Pouco mais de um mês após seu início, o conflito produziu uma tragédia humanitária de grandes proporções: a ONU estima em seis milhões os ucranianos forçados a abandonar suas casas e em quatro milhões o número de refugiados. Não há estatísticas oficiais de mortes de civis, mas estima-se que chegue a dezenas de milhares. Cidades inteiras foram reduzidas a escombros e grande parte da infraestrutura da Ucrânia foi demolida. Quando o horror parecia insuperável, surgiram evidências de execuções sumárias de civis na cidade de Bucha – que, a se confirmar, caracterizaria crime de guerra.

Assim que teve início a invasão, os membros da coalizão dispararam sanções econômicas, alijando a Rússia do sistema de pagamentos internacional e congelando os ativos de seu banco central. O setor de energia – crucial para os europeus extremamente dependentes de gás russo – foi excluído das sanções, mas isso não impediu a disparada do preço de petróleo, com repercussões em todo o planeta. Tampouco impediu que o surto inflacionário derrubasse a popularidade de governos mundo afora. Nos EUA, o governo Biden se beneficiou de uma onda de popularidade no início do conflito, mas depois amargou rejeição devido sobretudo à escalada de preços nas bombas de gasolina. Biden liberou reservas estratégicas de petróleo na tentativa de baixar preços. No Brasil, onde o presidente da república tenta recuperar popularidade em busca de reeleição, mais um presidente da Petrobras foi trocado por se recusar a implementar a política de preços do Planalto.
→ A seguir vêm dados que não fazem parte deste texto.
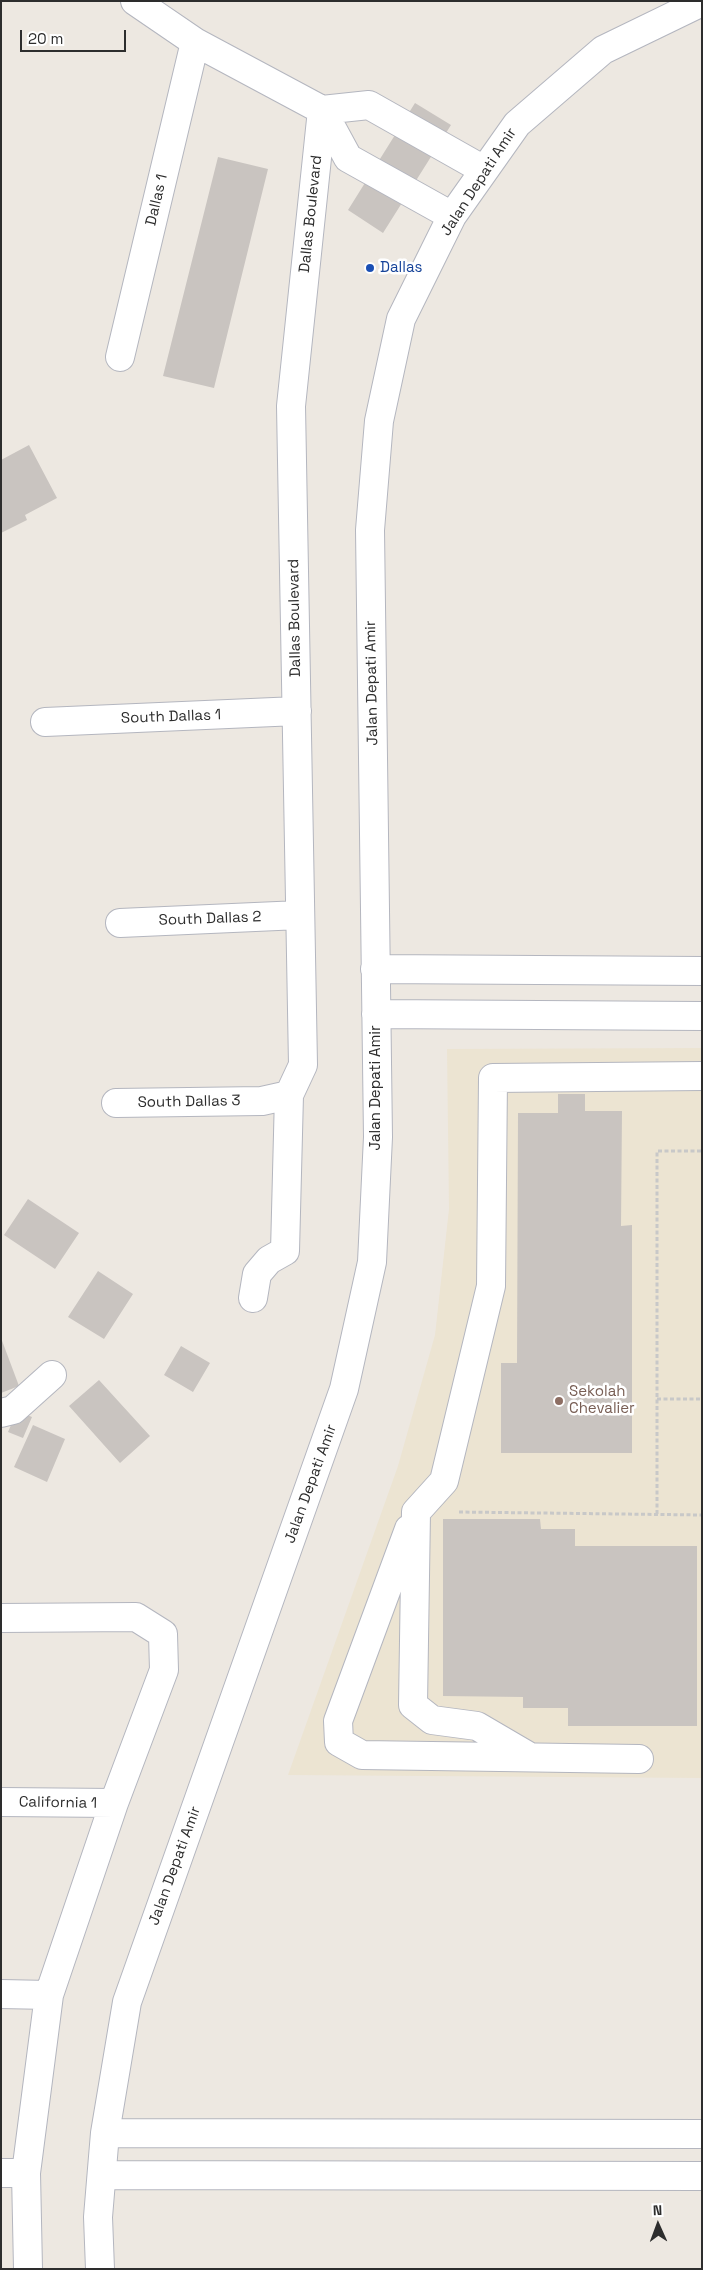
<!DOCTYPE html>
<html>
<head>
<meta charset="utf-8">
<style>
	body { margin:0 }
	#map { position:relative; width:703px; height:2270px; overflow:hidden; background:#ede8e1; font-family:"Space Grotesk",sans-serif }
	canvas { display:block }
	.frame { position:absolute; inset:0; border:2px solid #2d2d2d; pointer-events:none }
	.north { position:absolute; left:633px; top:2200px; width:50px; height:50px; -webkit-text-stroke:4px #fff; paint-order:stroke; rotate:358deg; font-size:14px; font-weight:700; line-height:20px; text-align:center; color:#2d2d2d }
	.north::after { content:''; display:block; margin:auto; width:18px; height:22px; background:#2d2d2d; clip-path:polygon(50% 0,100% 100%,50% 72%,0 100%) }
	.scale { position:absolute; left:20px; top:30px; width:106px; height:22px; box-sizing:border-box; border:2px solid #2d2d2d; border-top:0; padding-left:6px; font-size:15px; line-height:18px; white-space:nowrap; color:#2d2d2d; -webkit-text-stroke:4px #fff; paint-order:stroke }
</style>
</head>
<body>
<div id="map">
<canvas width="703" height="2270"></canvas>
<div class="frame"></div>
<div class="north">N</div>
<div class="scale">20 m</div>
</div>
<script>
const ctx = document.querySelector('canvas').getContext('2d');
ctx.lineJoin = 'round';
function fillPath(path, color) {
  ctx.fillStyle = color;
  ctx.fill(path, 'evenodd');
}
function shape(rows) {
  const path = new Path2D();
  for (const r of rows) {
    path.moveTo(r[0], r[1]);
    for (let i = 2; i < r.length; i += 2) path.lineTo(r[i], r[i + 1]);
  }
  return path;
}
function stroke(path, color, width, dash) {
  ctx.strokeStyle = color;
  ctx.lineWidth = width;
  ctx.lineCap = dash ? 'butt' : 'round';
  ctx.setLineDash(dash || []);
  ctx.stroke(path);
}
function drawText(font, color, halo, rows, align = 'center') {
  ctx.font = font + ' "Space Grotesk",sans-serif';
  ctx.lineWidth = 5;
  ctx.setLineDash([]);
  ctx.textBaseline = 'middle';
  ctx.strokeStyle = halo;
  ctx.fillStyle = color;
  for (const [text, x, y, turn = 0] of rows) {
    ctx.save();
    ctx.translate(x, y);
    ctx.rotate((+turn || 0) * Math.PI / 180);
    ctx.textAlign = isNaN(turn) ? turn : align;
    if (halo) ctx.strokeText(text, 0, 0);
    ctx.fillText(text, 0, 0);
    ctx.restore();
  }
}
const education = shape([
	[702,1048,702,1778,288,1775,398,1466,435,1335,449,1209,447,1049]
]);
const building = shape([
	[415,103,451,125,383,233,348,210],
	[218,157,268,169,214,388,163,376],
	[29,445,57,498,25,515,27,520,1,533,1,460],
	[558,1094,585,1094,585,1111,622,1111,621,1226,632,1225,632,1453,501,1453,501,1363,517,1363,518,1113,558,1113],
	[28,1199,79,1233,55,1269,4,1235],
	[98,1271,133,1294,104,1339,68,1317],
	[1,1338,19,1386,1,1393],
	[181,1346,210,1363,193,1392,164,1375],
	[99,1380,150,1436,120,1463,69,1406],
	[17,1411,32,1417,23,1438,8,1432],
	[33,1425,65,1439,47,1482,14,1467],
	[443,1519,540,1519,541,1529,575,1529,575,1546,697,1546,697,1726,568,1726,568,1708,523,1708,523,1697,443,1696]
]);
const path = shape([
	[657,1399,702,1399],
	[459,1512,702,1515],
	[657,1514,657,1151,702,1151]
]);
const minor = shape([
	[135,1,195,42,322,110,348,158,452,216],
	[322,110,369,105,484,170],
	[120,357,195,42],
	[45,722,297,711],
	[120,923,300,915],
	[375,969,702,971],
	[376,1014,702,1016],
	[116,1103,262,1101,289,1095,303,1065,291,406,322,110],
	[253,1298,257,1274,269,1260,285,1251,289,1095],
	[1,1413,13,1410,52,1375],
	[409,1529,338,1721,339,1742,362,1755,639,1759],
	[1,1618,136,1617,163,1634,164,1670,114,1803,49,1995,26,2173,28,2269],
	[530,1757,477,1726,432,1720,413,1705,416,1512,444,1481,491,1286,493,1078,702,1076],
	[1,1802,114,1803],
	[1,1994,49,1995],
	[105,2133,702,2134],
	[1,2173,26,2173],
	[102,2175,702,2176],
	[100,2269,98,2217,105,2133,127,2002,344,1389,372,1262,378,1137,370,530,379,421,401,319,452,216,517,124,603,50,702,2]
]);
const markers = [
	[370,268,5,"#1a4fb4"],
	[559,1401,5,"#8d6e63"]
];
const streetNames = [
	["Jalan Depati Amir",479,182,-57],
	["Dallas 1",157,200,-77],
	["Dallas Boulevard",311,214,-84],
	["Dallas Boulevard",295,618,-91],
	["Jalan Depati Amir",372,683,-91],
	["South Dallas 1",171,717,-2],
	["South Dallas 2",210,919,-2],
	["Jalan Depati Amir",376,1088,-90],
	["South Dallas 3",189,1102,-1],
	["Jalan Depati Amir",311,1484,-70],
	["California 1",58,1803,1],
	["Jalan Depati Amir",175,1866,-70]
];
const transitNames = [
	["Dallas",380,268]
];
const educationNames = [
	["Sekolah",569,1392],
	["Chevalier",569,1409]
];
fillPath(education, '#ece4d2');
fillPath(building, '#c9c4c0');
stroke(minor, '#b4b6bf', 30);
stroke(path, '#c8c8c8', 3, [4, 2.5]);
stroke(minor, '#fff', 28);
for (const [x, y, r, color] of markers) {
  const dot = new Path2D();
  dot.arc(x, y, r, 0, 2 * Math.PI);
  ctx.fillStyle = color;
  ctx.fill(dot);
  stroke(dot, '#fff', 2);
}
drawText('15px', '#2d2d2d', '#fff', streetNames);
drawText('15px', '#164399', '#fff', transitNames, 'left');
drawText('15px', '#785e54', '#fff', educationNames, 'left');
</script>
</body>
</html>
Na França, Macron corre o risco de perder a eleição para uma líder de extrema-direita (dizem as más línguas, apoiada por Putin).

A Ucrânia é um dos celeiros agrícolas do mundo e a perda do plantio em 2022 fez disparar preço de trigo, grãos e óleos vegetais (bem como madeira e outras matérias-primas). A Rússia, por sua vez, é o maior exportador mundial de fertilizantes e as sanções sobre seu comércio significam pressão de custos em toda a cadeia agrícola. A FAO relata que preços de alimentos, em março, atingiram nível recorde da série histórica – países da África e Oriente Médio, entre os mais duramente afetados.

As tentativas de acordo diplomático têm sido infrutíferas. Putin não parece realmente interessado em negociar e, além de tudo, não pode encerrar o conflito sem algo que possa ser apresentado domesticamente como uma vitória. Agora, seu foco parece ser anexação da região do Donbas. Se nem isso for possível, é possível que recorra a armas químicas ou nucleares táticas.

O FED sobre o fio da navalha 

Em março de 2022, o Comitê Federal de Open Market do FED elevou a taxa básica de juros da economia americana, o Fed Funds, para 0,25% – puxando o gatilho no ciclo de aperto prometido desde 2021 e dando início a uma escalada que deve prosseguir com mais sete altas e culminar em 2,8% ao final de 2023, segundo o dot-plot dos membros do FOMC. Esse é o primeiro aumento desde 2018 e o ciclo promete ser o mais agressivo desde 2004. O Fed Funds vinha colado em zero desde março de 2020, para onde fora derrubado por ocasião da pandemia. A taxa de dois anos – que, grosso modo, representa a expectativa do mercado para o Fed Funds médio nos próximos dois anos – disparou de 0,77%, no primeiro dia de 2022, para quase 2,5% ao final do primeiro trimestre.

Dot-plot das expectativas da taxa básica de juros americana
(Fonte: Bloomberg; Elaboração: Giant Steps)

O presidente do FED, Jay Powell, tratou de desfazer qualquer dúvida sobre as prioridades da instituição ao afirmar enfaticamente seu compromisso com o combate à inflação. Entoou um réquiem para a “inflação transitória” – de resto, morta e enterrada em meados de 2021 – ao admitir que “em retrospecto, teria sido melhor começar a normalização (de juros) mais cedo”. Com a inflação anual beirando 8%, mas o ponteiro do juros recém saído do zero, a visão de que o FED esteja “behind the curve” (correndo atrás do prejuízo) é quase unânime e coloca lenha nas expectativas inflacionários. Mas, além de atrasado, o FED parece excessivamente tímido. Por que não ter subido 50bps na última reunião, como queria James Bullard, membro dissidente (e o mais hawkish) do FOMC? É provável que a eclosão de uma guerra na Europa e a incerteza naquele momento tenha motivado cautela. Mas membros do FOMC já deixaram claro que uma alta de 50bps é praticamente certa na próxima reunião. Seja como for, a resposta do FED tem sido bastante assimétrica: rápido para cortar diante da menor crise ou ameaça de recessão, agonizantemente lento para subir quando a economia dá sinais de sobreaquecimento.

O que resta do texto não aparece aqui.